CLEVELAND, Ohio (AP) — Before Thomas Randele sold luxury cars and taught golf in suburban Boston, before he got married and had a family, federal marshals say he was Theodore John Conrad, who pulled off one of the biggest bank robberies in Cleveland’s history.
The suspect’s disappearance was a mystery that lasted 52 years – a few months longer than he did.
Conrad was a 20-year-old bank teller at the Society National Bank in Cleveland when he walked out at the end of his workday on a Friday in 1969 with a paper bag containing $215,000, authorities said. That’s the equivalent of more than $1.7 million in 2021 dollars. The theft wasn’t discovered until a few days later, and Conrad was never seen again.
Authorities said Conrad had become obsessed a year earlier with the 1968 film “The Thomas Crown Affair” starring Steve McQueen about a bank robbery for sport by a millionaire businessman. Conrad told friends that taking money from the bank would be easy, even indicating plans to do so.
In the years since, the case was featured on shows like “America’s Most Wanted” and “Unsolved Mysteries” and investigators chased leads all over the country.
Federal marshals said marshals from Cleveland went to Boston early this month and confirmed that Conrad had been living “an unassuming life” since 1970.
He had been living under the name Thomas Randele in a Boston suburb close to where the original Thomas Crown Affair movie was filmed.
The U.S. marshals service of the northern district of Ohio said investigators matched documents Conrad completed in the 1960s with documents Randele completed, including a 2014 bankruptcy filing in Boston, and “additional investigative information led marshals to positively identifying Thomas Randele as Theodore J. Conrad.”

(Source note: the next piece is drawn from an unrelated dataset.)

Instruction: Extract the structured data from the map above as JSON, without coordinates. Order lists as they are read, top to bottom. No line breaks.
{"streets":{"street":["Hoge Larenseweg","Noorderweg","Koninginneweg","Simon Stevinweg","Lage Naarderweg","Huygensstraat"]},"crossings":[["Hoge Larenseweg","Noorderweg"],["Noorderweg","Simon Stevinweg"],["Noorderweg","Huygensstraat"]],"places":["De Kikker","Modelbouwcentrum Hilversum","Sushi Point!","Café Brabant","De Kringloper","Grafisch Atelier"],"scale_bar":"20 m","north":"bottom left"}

Thomas Randele died of lung cancer in May in Lynnfield, Massachusetts, using a date of birth as July 10, 1947. His real date of birth was July 10, 1949, and Conrad would have been 71 at the time of his death, prosecutors said.
U.S. Attorney Peter Elliott said his father, a career deputy U.S. marshal in Cleveland from 1969 until his retirement in 1990, “never stopped searching for Conrad and always wanted closure up until his death in 2020.” Elliott said documents his father unearthed from Conrad’s college days helped with the identification, but he would not say exactly how he found out about Randele.
“I hope my father is resting a little easier today knowing his investigation and his United States Marshals Service brought closure to this decades-long mystery,” he said in a statement. “Everything in real life doesn’t always end like in the movies.”